The problem with arguments based on different historical periods is that they rapidly take on the tone of a theological discussion: for every period you cite during which indexing prevailed over active management, I’ll cite one when it did not. How do you resolve this? By comparing indexing to active management under a wide range of actual and theoretical historical scenarios. Fortunately, improved computer processing power and simulation software makes it much easier to do this now that it was even five years ago. We’ll begin with a description of the approach we took, and then move on to what we found in our analysis.

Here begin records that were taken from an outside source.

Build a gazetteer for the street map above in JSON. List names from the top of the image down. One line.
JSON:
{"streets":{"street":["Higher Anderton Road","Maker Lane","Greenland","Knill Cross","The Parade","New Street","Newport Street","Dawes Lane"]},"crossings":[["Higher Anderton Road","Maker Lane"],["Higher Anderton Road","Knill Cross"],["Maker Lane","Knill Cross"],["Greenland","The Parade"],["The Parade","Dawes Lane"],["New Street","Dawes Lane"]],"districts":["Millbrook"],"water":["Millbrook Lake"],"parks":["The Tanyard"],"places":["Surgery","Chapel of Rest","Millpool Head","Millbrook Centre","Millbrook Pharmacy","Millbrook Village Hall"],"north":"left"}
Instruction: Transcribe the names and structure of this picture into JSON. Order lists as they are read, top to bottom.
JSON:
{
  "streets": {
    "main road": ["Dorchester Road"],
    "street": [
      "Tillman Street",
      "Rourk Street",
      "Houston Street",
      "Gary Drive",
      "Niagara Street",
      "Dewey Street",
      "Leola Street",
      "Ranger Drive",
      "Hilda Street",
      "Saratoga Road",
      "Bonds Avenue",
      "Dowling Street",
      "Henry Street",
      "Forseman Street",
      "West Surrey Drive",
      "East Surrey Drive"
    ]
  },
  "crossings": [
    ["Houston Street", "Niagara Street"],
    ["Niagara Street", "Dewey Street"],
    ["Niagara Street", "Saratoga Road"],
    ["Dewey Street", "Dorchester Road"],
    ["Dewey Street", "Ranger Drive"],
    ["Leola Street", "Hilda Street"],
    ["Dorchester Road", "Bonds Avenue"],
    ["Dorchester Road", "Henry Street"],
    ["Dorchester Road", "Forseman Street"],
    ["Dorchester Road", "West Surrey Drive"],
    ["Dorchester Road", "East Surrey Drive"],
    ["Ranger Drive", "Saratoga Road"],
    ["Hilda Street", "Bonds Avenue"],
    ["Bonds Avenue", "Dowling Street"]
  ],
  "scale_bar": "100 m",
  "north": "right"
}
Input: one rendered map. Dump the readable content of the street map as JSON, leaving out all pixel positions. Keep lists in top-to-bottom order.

As noted, our goal was to simulate the performance of indexing versus active management under a wide variety of conditions. More specifically, we wanted to use an approach that was directly relevant to the situation of an investor trying to decide between a range of different types of mutual fund (e.g., index, value, etc.). Our model therefore needed to simulate conditions at three different levels. First, it needed to simulate the performance of the individual shares traded in the market. Second, it needed to simulate the performance of the different funds that bought and sold these shares based on the investment management approach they were using. Third, it needed to simulate the actual returns experienced by investors who had purchased interests in these different investment funds.

The Simulation Model

At the level of the individual shares traded in the market, we needed to provide information about their average returns, the standard deviation of these returns, and the correlations between the returns on different shares. One approach would have been to simply make up these numbers; however, this would have left us exposed to the criticism that we somehow had skewed this data to produce a better performance for indexing. On the other hand, we could have simply picked some actual shares at random from the thousands that are traded, and used actual historical data on them in our model. However, in this case we would be exposed to the criticism that the shares selected were somehow not representative of the equity market as a whole. In light of these criticisms, we took a third approach, and used as the shares in our simulated market the ten Dow Jones sector iShares that collectively make up the Dow Jones Total U.S. Equity Market Index. We were attracted to the fact that using only ten shares in our simulated market would make our computations easier while still accurately covering the entire U.S. equity market. The average returns, standard deviations, and correlations of returns for these ten sector iShares were based on monthly data covering 1992-2002. To make the model computations easier, we assumed that the shares paid no dividends, and that they all started out at the same price, and that subsequent price changes were based on the shares’ return (e.g., a share with a nine percent return in year two would also see its price increase by nine percent).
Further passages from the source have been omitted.